Hoy, las cosas son diferentes. La dinámica de la reproducción es instantánea. El proceso productivo digital pone a disposición del consumidor-lector la posibilidad de contar al instante con la misma obra que acaba de difundirse por otras fuentes. Hoy, todos los medios tienen en sus pantallas internas, en tiempo real, las páginas de internet de sus competidores, con la única limitante del profesionalismo y la buena fe empresaria para decidir cómo apelar a notas ajenas.

Está ya en medio de fuertes debates mundiales, sobre todo en Europa y algunas partes de América, el significado de que los costos de elaboración periodística, que suelen crecer en relación directa con la calidad de los productos periodísticos, resulten violentados por quienes se apropian de ellos sin compensación ni autorización alguna de los titulares de los derechos respectivos.

Estamos entrando, pues, en una nueva etapa. En un momento a partir del cual se redefinirá la propuesta de valor de cada jugador y se extenderán, necesariamente, las responsabilidades eventuales por todo lo que circula por internet. La Unión Europea ha tomado la delantera legislativa en estos temas y su Parlamento ha sancionado la nueva Directiva sobre Derechos de Autor. Este instituto otorga un marco normativo interesante luego de recopilar antecedentes de todas las partes involucradas en el debate y, entre otras guías, reconoce el derecho conexo de las editoriales de prensa para cobrar a las plataformas digitales por la utilización online de contenido de periódicos y revistas o disponer la autorización para la publicación sin costo, a exclusivo criterio de los titulares del derecho.

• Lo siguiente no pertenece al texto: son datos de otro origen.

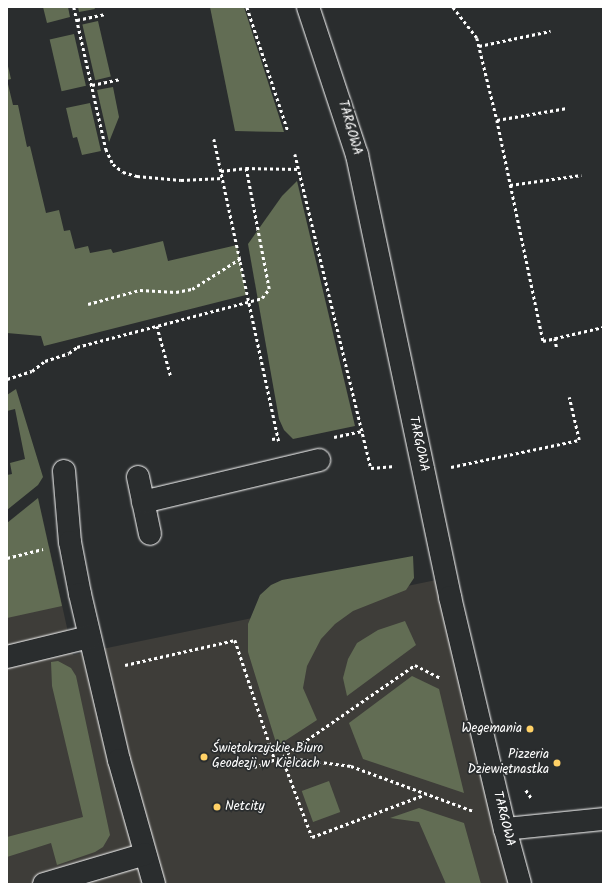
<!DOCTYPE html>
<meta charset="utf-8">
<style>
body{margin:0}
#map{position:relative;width:610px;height:891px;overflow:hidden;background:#2a2d2e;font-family:Kalam,sans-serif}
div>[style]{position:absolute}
.built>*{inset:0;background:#3e3d39}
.green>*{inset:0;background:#626d54;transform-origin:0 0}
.path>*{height:2.5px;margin-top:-1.25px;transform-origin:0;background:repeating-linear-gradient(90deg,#fff 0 3px,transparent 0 6px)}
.roads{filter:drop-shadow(0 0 1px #fff) drop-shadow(0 0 1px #fff)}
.minor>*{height:22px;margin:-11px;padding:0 11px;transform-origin:11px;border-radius:11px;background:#2a2d2e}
.dots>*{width:11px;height:11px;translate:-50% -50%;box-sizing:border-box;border:2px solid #2a2d2e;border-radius:50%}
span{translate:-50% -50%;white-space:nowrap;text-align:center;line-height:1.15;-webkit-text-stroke:3.5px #2a2d2e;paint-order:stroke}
.street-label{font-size:13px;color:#fff}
.poi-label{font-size:13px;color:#fff}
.right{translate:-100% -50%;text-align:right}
.left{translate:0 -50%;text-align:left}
.frame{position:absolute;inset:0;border:8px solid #fff;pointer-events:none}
</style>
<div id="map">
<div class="built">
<i style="clip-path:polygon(49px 546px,73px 655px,441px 579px,525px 884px,7px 884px,7px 556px)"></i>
</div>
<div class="green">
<i style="clip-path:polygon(43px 7px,68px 7px,70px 17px,47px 23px)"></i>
<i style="clip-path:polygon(78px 7px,94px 7px,95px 9px,79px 12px)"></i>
<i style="clip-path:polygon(210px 7px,244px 7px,284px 132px,235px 131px)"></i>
<i style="left:98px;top:21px;width:57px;height:16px;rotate:77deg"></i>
<i style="left:74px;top:34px;width:53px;height:25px;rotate:77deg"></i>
<i style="clip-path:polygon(7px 62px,11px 79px,7px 80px,13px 105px,18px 105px,27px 147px,30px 146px,46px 213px,59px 210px,64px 231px,70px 230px,75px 249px,88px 246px,90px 253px,111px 249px,113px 253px,163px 241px,168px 261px,237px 245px,246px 295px,44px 346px,41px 336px,7px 333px)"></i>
<i style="clip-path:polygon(113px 87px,119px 117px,109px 142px,97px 90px)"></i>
<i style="clip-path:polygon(90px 103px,101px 151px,82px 155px,77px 137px,73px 138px,66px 108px)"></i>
<i style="clip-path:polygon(297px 181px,355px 426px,293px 439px,284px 430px,279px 419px,248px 244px,282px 196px)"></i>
<i style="clip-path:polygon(16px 389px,43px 477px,38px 485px,7px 510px,7px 475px,12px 474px,10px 463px,25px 459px,15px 409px,7px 411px,7px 395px)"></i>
<i style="clip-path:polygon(38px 498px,62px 606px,7px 618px,7px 523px)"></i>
<i style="clip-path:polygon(413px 556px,414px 578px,406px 590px,353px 611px,335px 624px,321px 639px,307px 666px,303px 688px,317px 720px,277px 746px,248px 652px,248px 624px,260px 595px,271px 585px,282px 580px)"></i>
<i style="clip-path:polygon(405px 621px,416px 645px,347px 696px,343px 678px,348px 659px,357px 643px,378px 630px)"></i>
<i style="clip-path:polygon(58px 661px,71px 668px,76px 676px,110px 835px,103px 847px,95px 852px,57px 865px,51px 843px,7px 857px,7px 837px,83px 817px,52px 686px,51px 662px)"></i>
<i style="clip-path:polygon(412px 676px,439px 689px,464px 793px,363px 759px,349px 723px)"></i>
<i style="left:329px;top:781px;width:33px;height:29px;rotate:70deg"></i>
<i style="clip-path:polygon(419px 808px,464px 823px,481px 884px,446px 884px,419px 822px,390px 818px)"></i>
</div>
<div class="path">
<i style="left:74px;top:7px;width:146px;rotate:77.3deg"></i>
<i style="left:106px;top:149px;width:17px;rotate:65deg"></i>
<i style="left:113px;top:164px;width:13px;rotate:39deg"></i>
<i style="left:123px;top:172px;width:15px;rotate:16deg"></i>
<i style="left:137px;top:176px;width:44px;rotate:5.2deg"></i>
<i style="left:181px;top:180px;width:42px;rotate:-2.7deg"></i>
<i style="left:247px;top:7px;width:131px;rotate:71.7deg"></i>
<i style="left:453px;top:7px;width:39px;rotate:52deg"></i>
<i style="left:477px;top:38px;width:84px;rotate:76.3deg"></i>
<i style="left:497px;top:120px;width:226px;rotate:78.2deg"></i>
<i style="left:543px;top:341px;width:62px;rotate:-13.1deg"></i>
<i style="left:77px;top:20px;width:29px;rotate:-12deg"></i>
<i style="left:479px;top:46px;width:73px;rotate:-11.9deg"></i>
<i style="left:92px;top:85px;width:29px;rotate:-12deg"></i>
<i style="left:497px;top:120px;width:71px;rotate:-9.7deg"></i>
<i style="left:214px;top:139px;width:309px;rotate:77.9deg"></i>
<i style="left:295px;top:154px;width:323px;rotate:76.4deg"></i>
<i style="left:371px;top:468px;width:24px;rotate:-5deg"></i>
<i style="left:221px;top:171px;width:25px;rotate:-7deg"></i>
<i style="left:246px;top:168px;width:54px;rotate:1.1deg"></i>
<i style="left:510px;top:185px;width:72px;rotate:-8deg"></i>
<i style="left:88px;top:304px;width:54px;rotate:-15.1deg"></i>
<i style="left:140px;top:290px;width:36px;rotate:3deg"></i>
<i style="left:176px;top:292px;width:16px;rotate:-11deg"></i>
<i style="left:192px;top:289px;width:58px;rotate:-32.3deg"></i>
<i style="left:157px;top:326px;width:53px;rotate:74.6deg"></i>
<i style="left:555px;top:338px;width:11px;rotate:80deg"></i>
<i style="left:7px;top:379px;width:26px;rotate:-18deg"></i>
<i style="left:32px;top:371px;width:16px;rotate:-38deg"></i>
<i style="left:45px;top:361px;width:25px;rotate:-18deg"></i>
<i style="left:69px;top:353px;width:10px;rotate:-37deg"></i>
<i style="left:77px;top:347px;width:191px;rotate:-14.8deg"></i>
<i style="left:262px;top:298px;width:11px;rotate:-52deg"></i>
<i style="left:269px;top:289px;width:123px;rotate:-100.8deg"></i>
<i style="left:334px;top:437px;width:30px;rotate:-12deg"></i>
<i style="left:272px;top:439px;width:7px;rotate:-8deg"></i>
<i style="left:451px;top:467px;width:131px;rotate:-11.9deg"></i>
<i style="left:579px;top:440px;width:44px;rotate:-103.1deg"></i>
<i style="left:7px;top:558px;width:37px;rotate:-14deg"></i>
<i style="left:125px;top:665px;width:113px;rotate:-12.8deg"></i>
<i style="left:235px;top:640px;width:126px;rotate:71.6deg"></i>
<i style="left:282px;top:757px;width:70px;rotate:7.4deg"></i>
<i style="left:351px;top:766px;width:130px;rotate:20.2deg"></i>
<i style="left:282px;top:757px;width:85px;rotate:69.4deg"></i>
<i style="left:312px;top:837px;width:120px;rotate:-20.6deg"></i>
<i style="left:254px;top:767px;width:30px;rotate:-20deg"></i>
<i style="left:282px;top:757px;width:162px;rotate:-34.7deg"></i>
<i style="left:415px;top:665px;width:29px;rotate:27deg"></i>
<i style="left:526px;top:790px;width:11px;rotate:56deg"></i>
</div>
<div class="roads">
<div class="minor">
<i style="left:308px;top:7px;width:156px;rotate:71.7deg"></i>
<i style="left:357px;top:155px;width:452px;rotate:78.1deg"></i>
<i style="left:450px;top:597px;width:238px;rotate:76.7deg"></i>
<i style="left:505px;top:829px;width:57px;rotate:74.7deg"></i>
<i style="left:64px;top:471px;width:71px;rotate:85.2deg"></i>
<i style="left:70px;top:542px;width:53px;rotate:79.1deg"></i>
<i style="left:80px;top:594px;width:171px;rotate:76.8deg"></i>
<i style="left:119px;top:760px;width:129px;rotate:74.2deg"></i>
<i style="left:138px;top:477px;width:58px;rotate:78.1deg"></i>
<i style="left:143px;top:502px;width:181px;rotate:-13.4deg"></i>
<i style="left:7px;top:657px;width:84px;rotate:-13.7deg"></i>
<i style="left:505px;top:829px;width:99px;rotate:-5.8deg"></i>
<i style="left:44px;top:884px;width:105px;rotate:-16.5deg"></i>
</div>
</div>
<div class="dots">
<i style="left:530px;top:729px;background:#ffd166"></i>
<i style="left:204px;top:757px;background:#ffd166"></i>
<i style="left:557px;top:763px;background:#ffd166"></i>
<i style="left:217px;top:807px;background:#ffd166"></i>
</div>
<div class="street-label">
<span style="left:349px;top:128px;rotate:74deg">TARGOWA</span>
<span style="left:418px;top:444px;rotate:78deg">TARGOWA</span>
<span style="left:503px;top:819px;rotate:76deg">TARGOWA</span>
</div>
<div class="poi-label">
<span class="right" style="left:522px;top:729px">Wegemania</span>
<span class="left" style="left:212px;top:757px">Świętokrzyskie Biuro<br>Geodezji w Kielcach</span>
<span class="right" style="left:549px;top:763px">Pizzeria<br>Dziewiętnastka</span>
<span class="left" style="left:225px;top:807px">Netcity</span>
</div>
<div class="frame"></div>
</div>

En igual sentido, los jueces han comenzado a interpretar las normas existentes en la búsqueda de lograr la armonía entre desarrollo tecnológico, novedosos paradigmas de producción y acceso instantáneo a material audiovisual, por un lado, y la sólida defensa, por el otro, del derecho de propiedad intelectual, eje fundamental para la defensa de la creatividad y el conocimiento reconocidos en nuestra Constitución nacional. Una era legislativa más moderna, más realista y más justa, como decíamos, ha comenzado a desperezarse.

*Gerente de Legales de La Nación S.A.